By leaving unhappy unaddressed, you risk degradation of your brand and hesitation in purchase intent.  As the vendor, you need to know if there are any issues going on.  If there are issues, it’s critical from every aspect of your company and your corporate brand that they be addressed.  There are positive ways of handling the situation – and there are negative ways of handling it.  Let’s start with the negative way with a quick case study based on a Twitter encounter I recently experienced.

I recently saw a post from one of my competitor’s customers, flaming my competition for providing “terrible support” that also included their perception, “very young product needs lots of support.”  Obviously, this is a message that I want potential buyers to hear.  I have no doubt that they would like to hear the same from my customers.  With this Tweet in hand I simply retweeted the feedback to give the message a little bit of amplification.  Buyers are looking for feedback and input.

From my perspective, this is relevant input for them to consider.

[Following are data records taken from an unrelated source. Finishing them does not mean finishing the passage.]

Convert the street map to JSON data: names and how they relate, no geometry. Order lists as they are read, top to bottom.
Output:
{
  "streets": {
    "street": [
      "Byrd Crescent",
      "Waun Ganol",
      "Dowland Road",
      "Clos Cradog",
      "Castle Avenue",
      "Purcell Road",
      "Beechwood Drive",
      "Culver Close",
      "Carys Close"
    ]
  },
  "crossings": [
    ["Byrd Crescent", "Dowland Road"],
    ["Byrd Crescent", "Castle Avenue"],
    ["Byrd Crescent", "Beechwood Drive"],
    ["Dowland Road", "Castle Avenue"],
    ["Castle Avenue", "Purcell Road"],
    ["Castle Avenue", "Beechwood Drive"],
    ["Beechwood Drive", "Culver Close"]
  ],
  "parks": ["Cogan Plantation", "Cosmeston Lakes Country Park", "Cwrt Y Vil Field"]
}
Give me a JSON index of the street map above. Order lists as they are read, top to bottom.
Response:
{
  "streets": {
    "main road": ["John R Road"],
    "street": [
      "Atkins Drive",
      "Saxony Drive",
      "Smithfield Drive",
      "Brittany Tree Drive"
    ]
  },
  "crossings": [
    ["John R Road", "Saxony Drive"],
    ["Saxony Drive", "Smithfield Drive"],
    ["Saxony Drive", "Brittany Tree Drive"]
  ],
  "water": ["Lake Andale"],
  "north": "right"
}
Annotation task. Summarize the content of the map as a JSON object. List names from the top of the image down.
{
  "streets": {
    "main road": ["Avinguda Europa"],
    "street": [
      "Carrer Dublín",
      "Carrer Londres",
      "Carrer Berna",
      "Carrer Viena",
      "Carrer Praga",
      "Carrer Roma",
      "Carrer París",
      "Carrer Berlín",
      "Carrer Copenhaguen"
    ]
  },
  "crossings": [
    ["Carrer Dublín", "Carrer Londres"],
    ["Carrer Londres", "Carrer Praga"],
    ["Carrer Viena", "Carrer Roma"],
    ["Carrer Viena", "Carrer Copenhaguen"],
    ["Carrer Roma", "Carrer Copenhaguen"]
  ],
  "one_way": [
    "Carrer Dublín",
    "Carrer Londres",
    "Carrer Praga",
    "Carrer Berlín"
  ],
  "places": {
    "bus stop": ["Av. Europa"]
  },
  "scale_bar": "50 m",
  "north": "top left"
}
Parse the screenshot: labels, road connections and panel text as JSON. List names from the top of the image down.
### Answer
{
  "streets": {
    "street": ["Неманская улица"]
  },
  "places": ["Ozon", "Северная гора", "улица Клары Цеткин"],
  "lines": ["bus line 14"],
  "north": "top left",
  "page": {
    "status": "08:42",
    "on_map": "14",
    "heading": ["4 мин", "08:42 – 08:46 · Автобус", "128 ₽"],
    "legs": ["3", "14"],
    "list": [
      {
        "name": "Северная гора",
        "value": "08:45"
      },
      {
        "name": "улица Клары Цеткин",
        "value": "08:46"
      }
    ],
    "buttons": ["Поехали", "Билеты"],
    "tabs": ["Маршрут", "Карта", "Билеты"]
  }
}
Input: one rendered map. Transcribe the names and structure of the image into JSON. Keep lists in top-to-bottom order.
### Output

Ironically, I didn’t see any responses from my competition to address the initial complaint, or my retweet.

What they did try to do was an example of what NOT to do.  They attempted to control the dialog.  I received a direct message from one of their Directors via Twitter saying:  “Is this the game you want to play?”   (To be honest, I thought this was the game we were playing – free markets, selling against one another, each trying to show why we’re a better solution over one another).

The “control the message” approach won’t work. Actually, to the contrary, the more you try to control the message, the more people want to spread it.  Unhappy customers on social media can’t be ignored, they need to be engaged.  The more you try to control the conversation, the more it will get out of your control, risking your brand and your growth.

So how should you address unhappy customers on Twitter?

First, establish a communication channel with them on the communication channel where the comment originated.  Use it as an opportunity to express your concern and get them to engage off line.  Social media is not the forum to work through specific customer issues.  Can their problem be addressed?  Perhaps there is an opportunity for you to turn this into a winning situation.  If you can address the problem, often the unhappy customer will be tweeting how happy they are with your support.  Expressing that you care and want to make them happy can also help the situation.  Customers want to be heard – are you listening?  Top notch companies focusing on customer service now have dedicated individuals to monitor Twitter for the faintest mention of unhappiness, so that these customers can be addressed.  Extreme?  Perhaps, but what is the cost of an unhappy customer raising hell on social media?  Run the numbers.

While technology in many ways has become B2B marketing’s best friend, it’s also rendered the old way of doing business moot.  You can no longer control the conversation.  Look to influence it instead.  It will be time and money well spent.